InterSystems IRIS Interoperability sits alongside a set of built-in analytics and AI facilities.

Each of these capabilities runs “close to the data,” meaning that in general we bring processing to the data rather than, at considerable cost and delay, move data to the processing.

Several analytics facilities have been built into InterSystems IRIS. One is InterSystems IRIS BI, which is a MOLAP-type, cube-based architecture for business intelligence (BI), optimized for latency. Because this set of subsystems is built into InterSystems IRIS, we can trigger on SQL and events in the cube with only 10-20 milliseconds from data to dashboard. Having a single copy of data across transactions and analytics helps keep this latency low. Because ECP allows one set of nodes to operate on analytics in isolation from the transactional workload, analytics poses no risk to transactional responsiveness, while there is never a need for more than a single copy of the data.

Another facility is Adaptive Analytics, which, unlike InterSystems IRIS BI, does not use prebuilt cubes. It dynamically optimizes and builds virtual cubes as it goes, making these available for both BI and Adaptive Analytics is a ROLAP-type headless analytics facility that includes seamless integration with all leading BI tools, such as Tableau, PowerBI, Qlik, Excel, and others.

Alongside the analytics facilities are several ML and AI facilities.

Integrated ML allows you to write automatic machine learning (ML)-style models using SQL. You simply write an SQL command, then create, train, validate, and predict with the model. The results can be directly used in SQL. Thus, developers familiar with SQL can use ML predictions in their applications.

Python sits directly within the kernel of the data platform, so it runs directly against the data with maximum performance. You do not need to port from a development or lab environment where you build models into a production environment where you run those models. You can build and run in the same cluster and therefore have assurance that what you have built and what you run use the same data in the same format and are therefore consistent. Data science projects are simple and fast.

InterSystems IRIS embedded vector search capabilities let you search unstructured and semi-structured data. Data is converted to vectors (or embeddings), then stored and indexed in InterSystems IRIS for semantic search, retrieval-augmented generation (RAG), text analysis, recommendation engines, and other use cases.

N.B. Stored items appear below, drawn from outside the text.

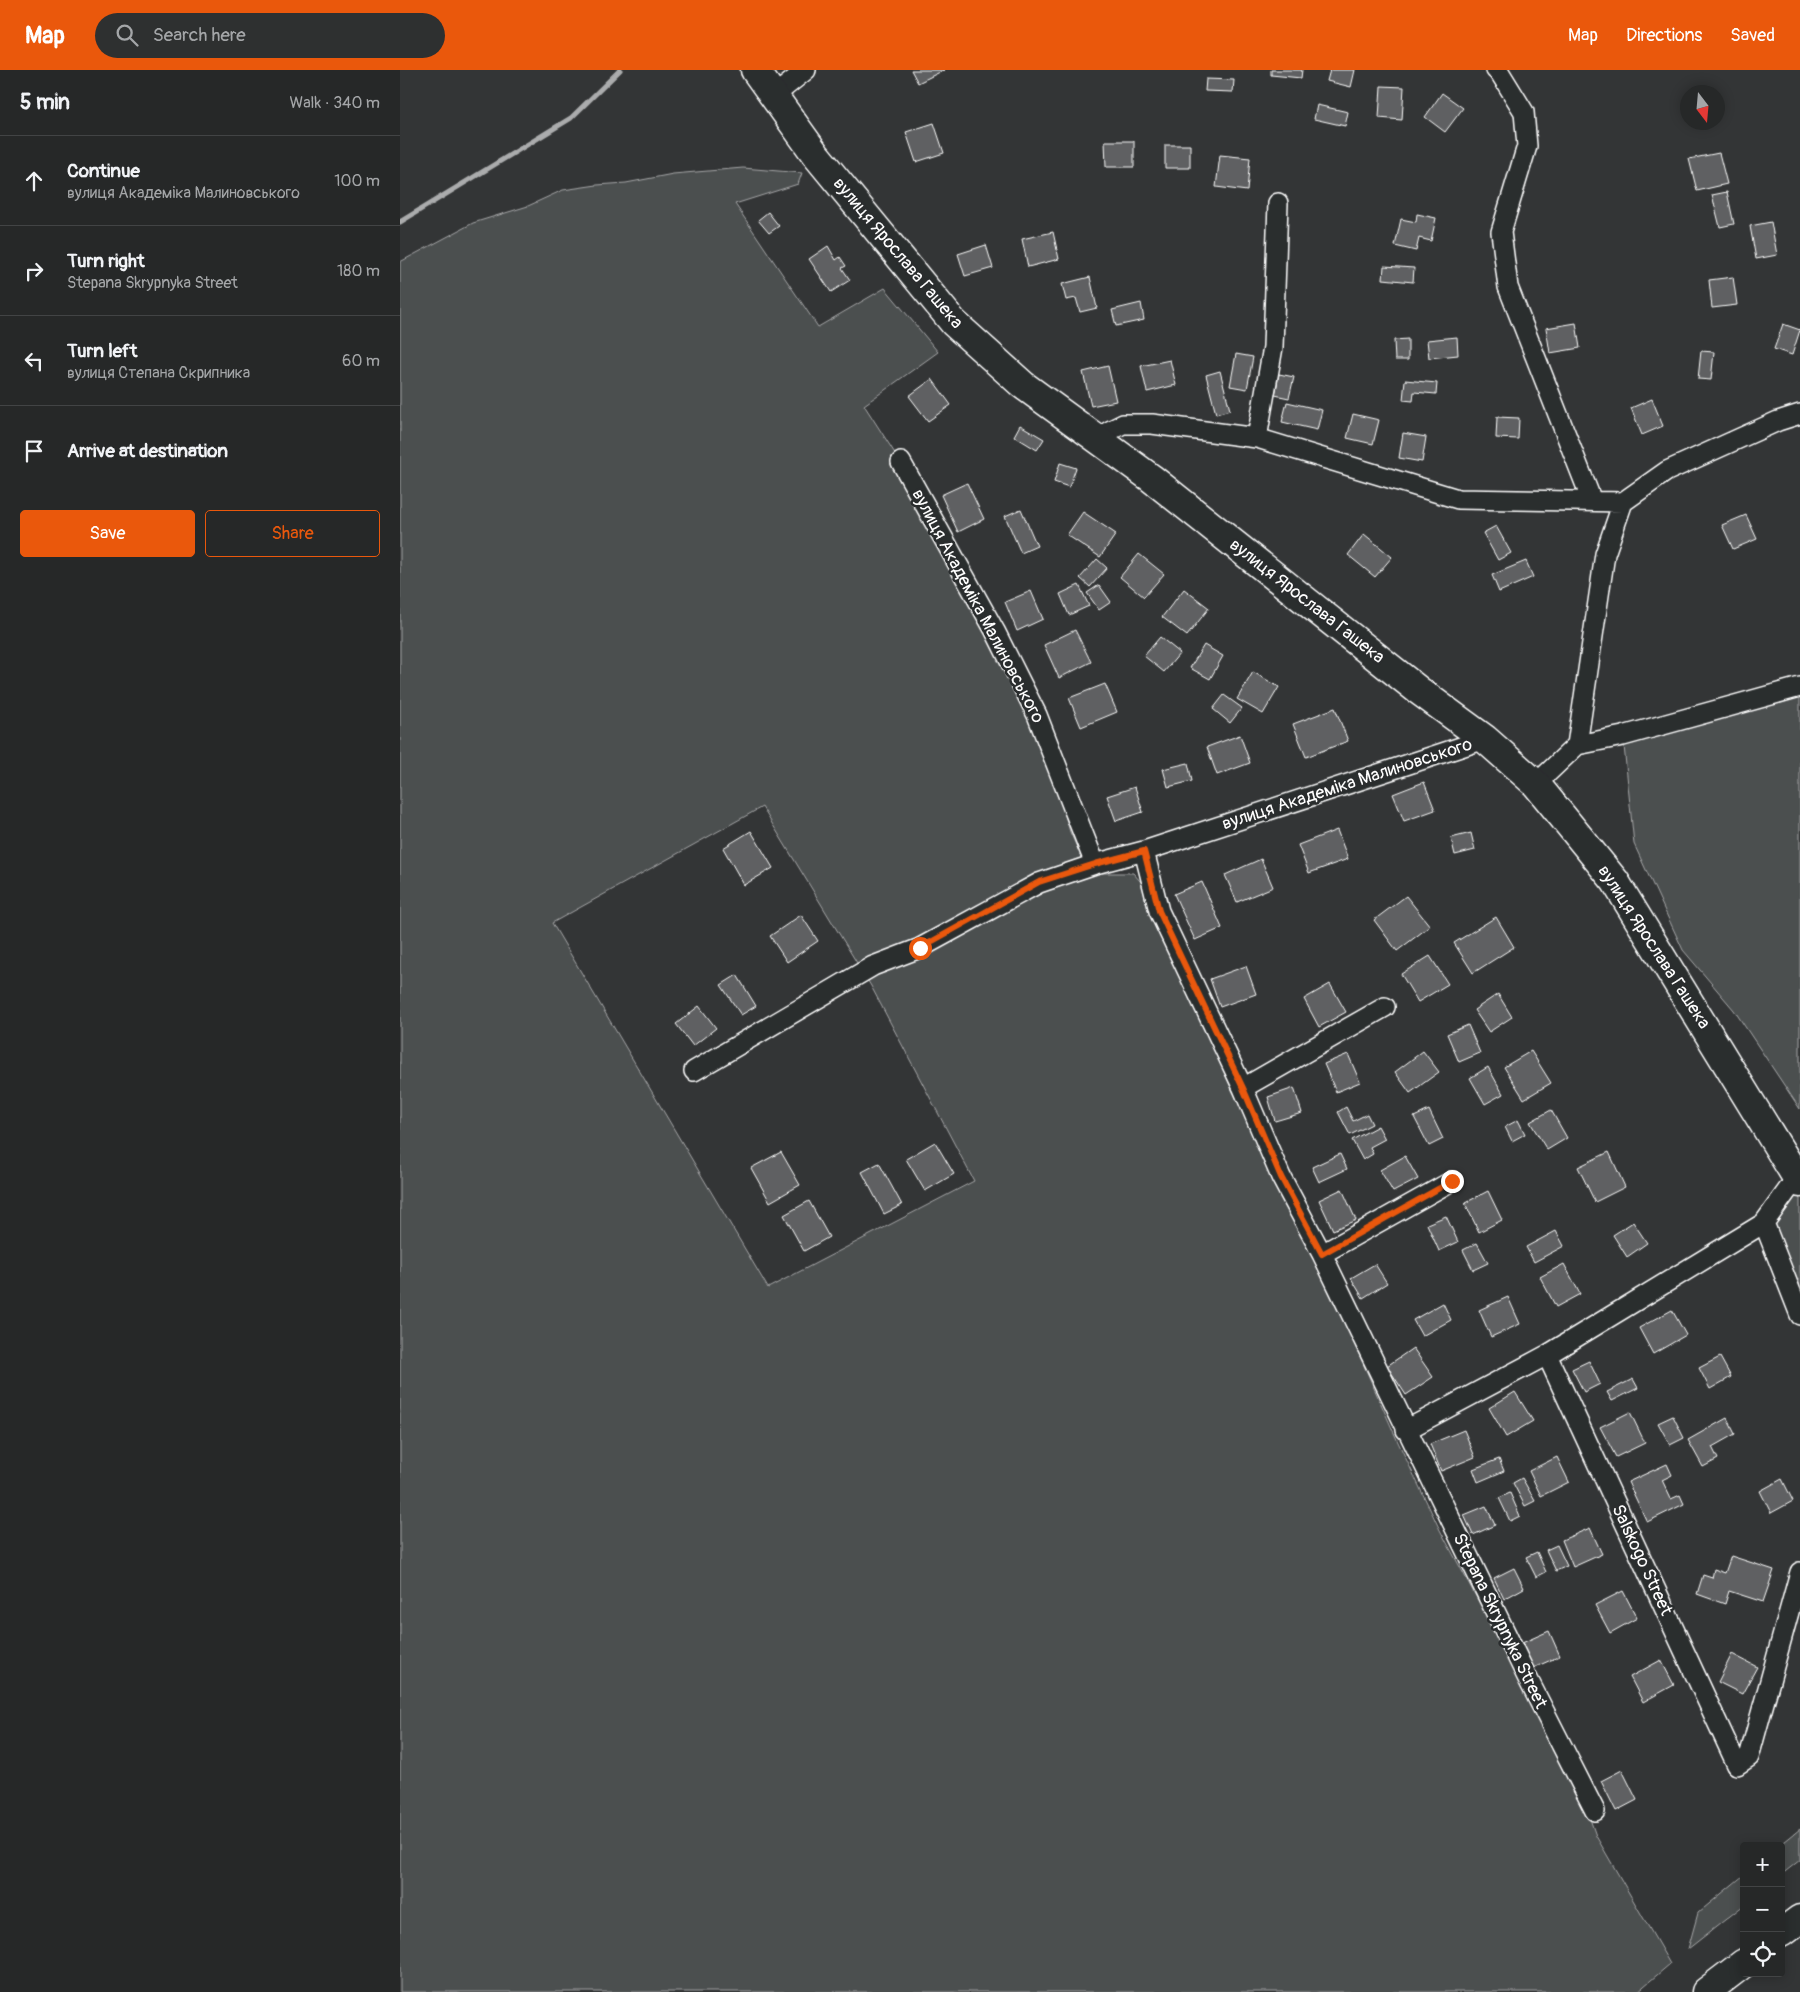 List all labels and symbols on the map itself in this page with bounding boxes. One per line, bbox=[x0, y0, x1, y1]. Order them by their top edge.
north arrow bbox=[1680, 85, 1725, 130]
street label: вулиця Ярослава Гашека bbox=[828, 173, 968, 333]
street label: вулиця Академіка Малиновського bbox=[906, 485, 1050, 727]
street label: вулиця Ярослава Гашека bbox=[1225, 533, 1389, 669]
street label: вулиця Академіка Малиновського bbox=[1219, 733, 1475, 835]
street label: вулиця Ярослава Гашека bbox=[1592, 861, 1716, 1033]
route start bbox=[909, 937, 932, 960]
route end bbox=[1441, 1170, 1464, 1193]
street label: Salskogo Street bbox=[1606, 1501, 1678, 1620]
street label: Stepana Skrypnyka Street bbox=[1448, 1530, 1553, 1713]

These layers - the core data engine, the ECP layer to scale out Interoperability, and our analytics facilities - are part of our unique ability to power a Smart Data Fabric architecture. Data fabric is an architectural pattern that provides common governance over a wide variety of data and data sources. A common pattern for a data fabric is to bring in data from multiple sources; normalize, deduplicate, cross-correlate and improve the data; and then make it available for a variety of different applications:

Within most data fabrics, there are multiple capabilities including ingestion, pipelining, metadata, and more. What makes the InterSystems approach smart is the inclusion of analytics and AI within the data fabric:

One of the key tenets of InterSystems technology is “connect or collect.” Some facilities within InterSystems IRIS, like foreign tables or federated tables, let you work or “connect” with data where it lies. Or you can choose to collect that data.

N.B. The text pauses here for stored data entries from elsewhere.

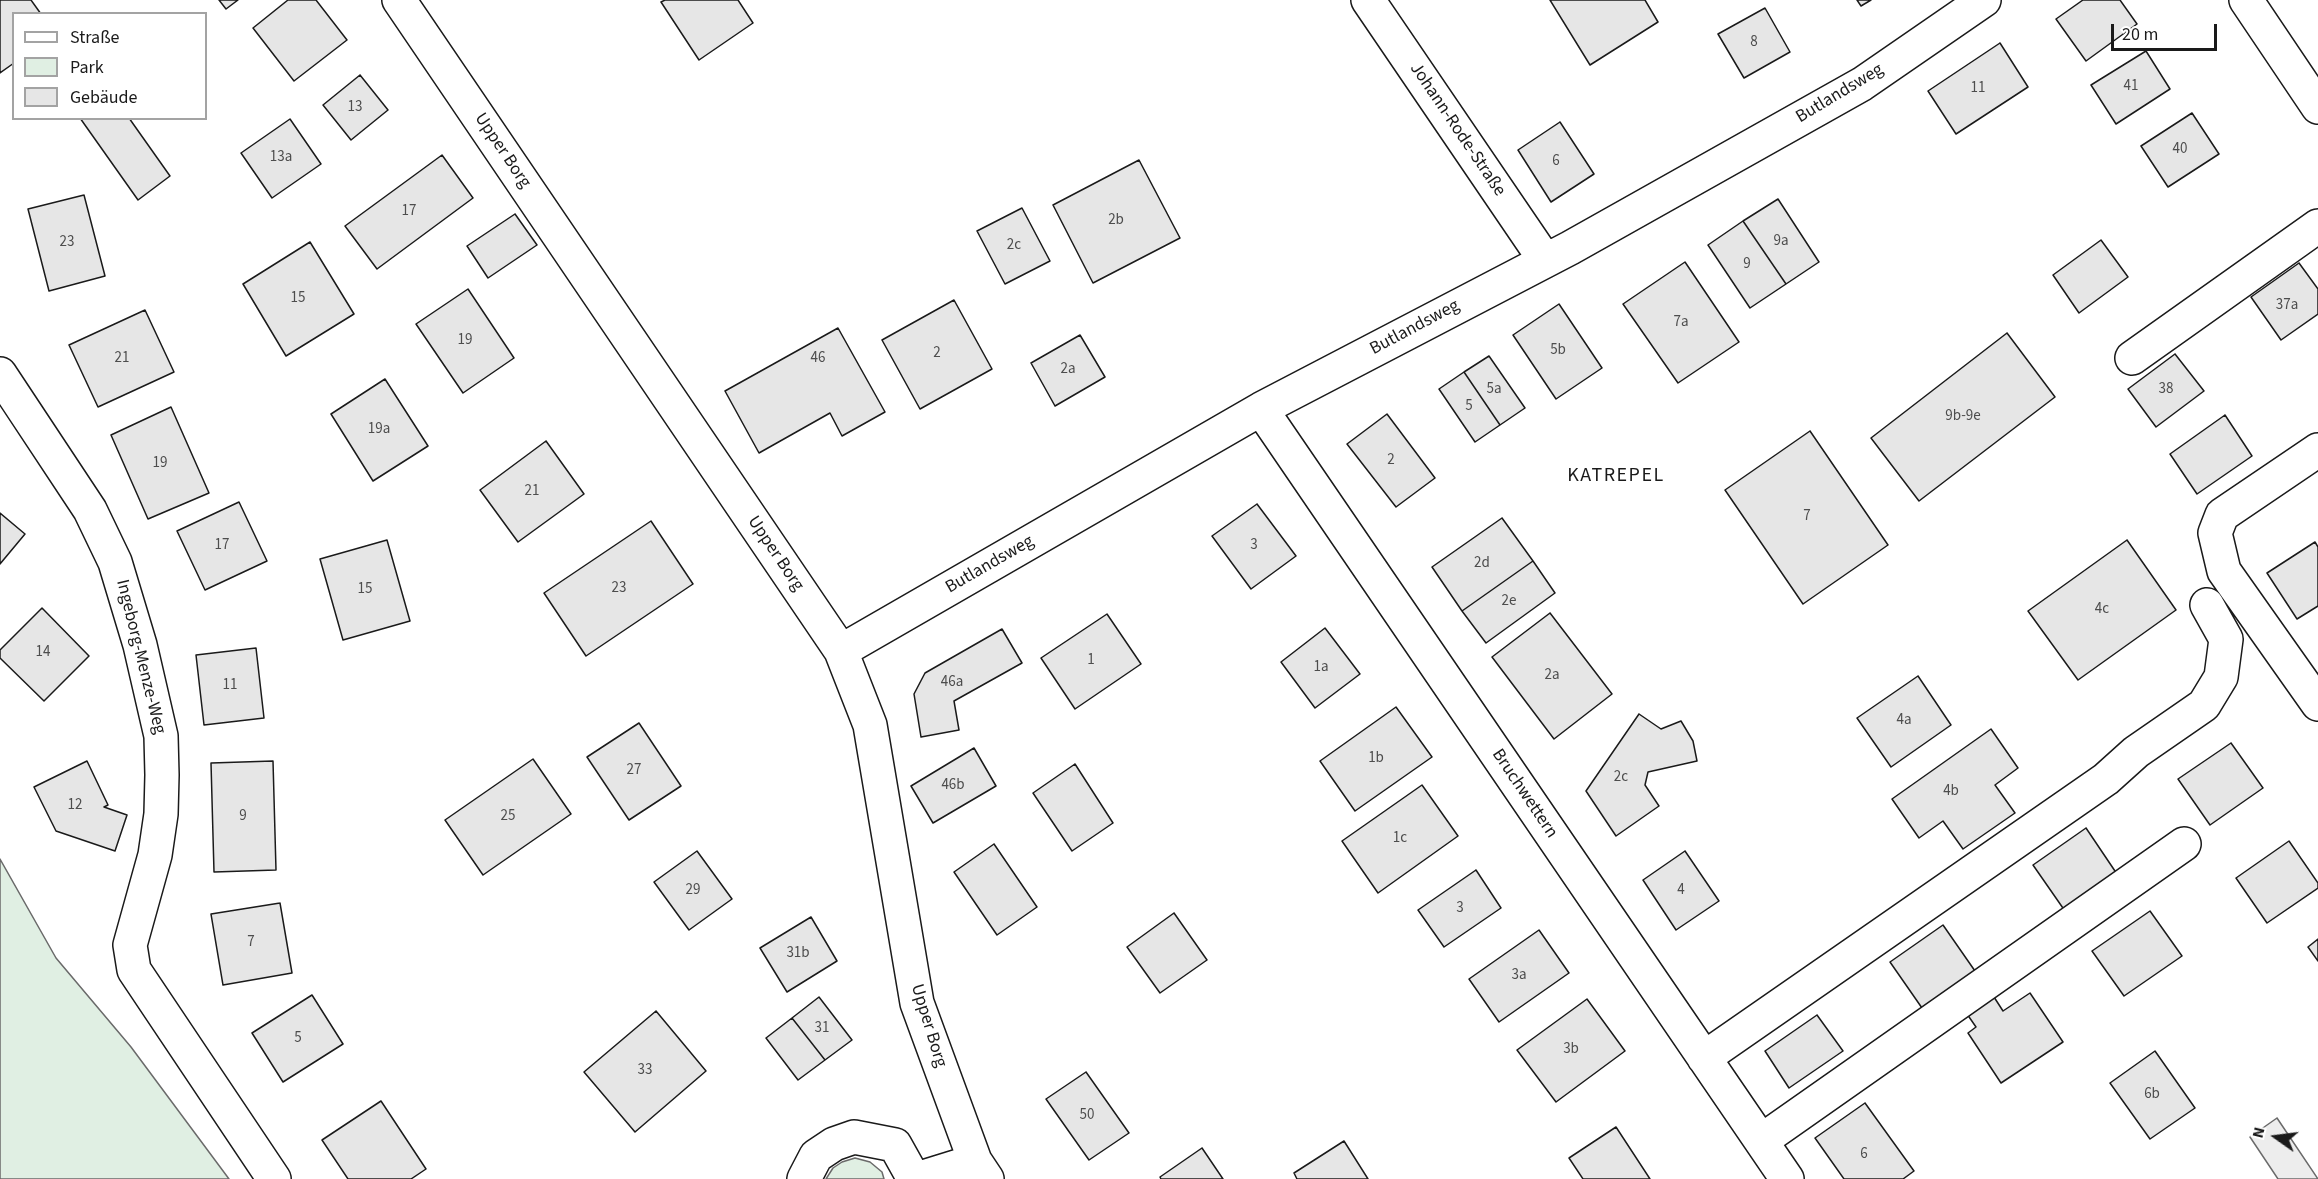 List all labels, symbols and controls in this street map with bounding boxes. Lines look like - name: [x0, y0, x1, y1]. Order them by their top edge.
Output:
- legend: [12, 12, 207, 120]
- scale bar: [2114, 12, 2220, 50]
- text: 20 m: [2122, 22, 2158, 47]
- text: Straße: [70, 25, 119, 50]
- house number: 8: [1750, 34, 1758, 52]
- text: Park: [70, 55, 104, 80]
- street label: Johann-Rode-Straße: [1404, 59, 1510, 201]
- street label: Butlandsweg: [1792, 59, 1888, 129]
- house number: 41: [2124, 78, 2138, 96]
- house number: 11: [1971, 80, 1985, 98]
- text: Gebäude: [70, 85, 138, 110]
- house number: 13: [348, 99, 362, 117]
- street label: Upper Borg: [469, 109, 535, 193]
- house number: 40: [2173, 141, 2187, 159]
- house number: 13a: [270, 149, 292, 167]
- house number: 6: [1552, 153, 1560, 171]
- house number: 17: [402, 203, 416, 221]
- house number: 2b: [1108, 212, 1124, 230]
- house number: 9a: [1773, 233, 1789, 251]
- house number: 23: [60, 234, 74, 252]
- house number: 2c: [1007, 237, 1021, 255]
- house number: 9: [1743, 256, 1751, 274]
- house number: 15: [291, 290, 305, 308]
- street label: Butlandsweg: [1367, 295, 1463, 361]
- house number: 37a: [2276, 297, 2298, 315]
- house number: 7a: [1673, 314, 1689, 332]
- house number: 19: [458, 332, 472, 350]
- house number: 5b: [1550, 342, 1566, 360]
- house number: 2: [933, 345, 941, 363]
- house number: 21: [115, 350, 129, 368]
- house number: 46: [811, 350, 825, 368]
- house number: 2a: [1060, 361, 1076, 379]
- house number: 5a: [1486, 381, 1502, 399]
- house number: 38: [2159, 381, 2173, 399]
- house number: 5: [1465, 398, 1473, 416]
- house number: 9b-9e: [1945, 408, 1981, 426]
- house number: 19a: [368, 421, 390, 439]
- house number: 2: [1387, 452, 1395, 470]
- house number: 19: [153, 455, 167, 473]
- district label: KATREPEL: [1567, 465, 1665, 489]
- house number: 21: [525, 483, 539, 501]
- house number: 7: [1803, 508, 1811, 526]
- street label: Upper Borg: [742, 512, 808, 596]
- street label: Butlandsweg: [942, 531, 1038, 599]
- house number: 17: [215, 537, 229, 555]
- house number: 3: [1250, 537, 1258, 555]
- house number: 2d: [1474, 555, 1490, 573]
- street label: Ingeborg-Menze-Weg: [110, 577, 170, 737]
- house number: 23: [612, 580, 626, 598]
- house number: 15: [358, 581, 372, 599]
- house number: 2e: [1502, 593, 1516, 611]
- house number: 4c: [2095, 601, 2109, 619]
- house number: 14: [36, 644, 50, 662]
- house number: 1: [1087, 652, 1095, 670]
- house number: 1a: [1313, 659, 1329, 677]
- house number: 2a: [1544, 667, 1560, 685]
- house number: 46a: [941, 674, 963, 692]
- house number: 11: [223, 677, 237, 695]
- house number: 4a: [1896, 712, 1912, 730]
- street label: Bruchwettern: [1486, 745, 1562, 843]
- house number: 1b: [1368, 750, 1384, 768]
- house number: 27: [627, 762, 641, 780]
- house number: 2c: [1614, 769, 1628, 787]
- house number: 46b: [941, 777, 965, 795]
- house number: 4b: [1943, 783, 1959, 801]
- house number: 12: [68, 797, 82, 815]
- house number: 9: [239, 808, 247, 826]
- house number: 25: [501, 808, 515, 826]
- house number: 1c: [1393, 830, 1407, 848]
- house number: 29: [686, 882, 700, 900]
- house number: 4: [1677, 882, 1685, 900]
- house number: 3: [1456, 900, 1464, 918]
- house number: 7: [247, 934, 255, 952]
- house number: 31b: [786, 945, 810, 963]
- house number: 3a: [1511, 967, 1527, 985]
- street label: Upper Borg: [905, 982, 951, 1070]
- house number: 31: [815, 1020, 829, 1038]
- house number: 5: [294, 1030, 302, 1048]
- house number: 3b: [1563, 1041, 1579, 1059]
- house number: 33: [638, 1062, 652, 1080]
- house number: 6b: [2144, 1086, 2160, 1104]
- house number: 50: [1080, 1107, 1094, 1125]
- north arrow: [2246, 1107, 2306, 1167]
- text: N: [2247, 1125, 2270, 1140]
- house number: 6: [1860, 1146, 1868, 1164]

InterSystems IRIS is agnostic with respect to cloud provider and runs on premises, in the cloud of your choice, in heterogeneous and hybrid scenarios, or in multicloud environments. The fastest growing part of our business is our cloud services, which are available across multiple clouds. The flexibility to run wherever you want to deploy is key. That distinguishes InterSystems IRIS from, for example, the facilities provided by the cloud vendors themselves or many of the current options for data warehouses. You can run InterSystems IRIS and applications built with it wherever you want. Of course, InterSystems IRIS itself is available as a cloud managed service.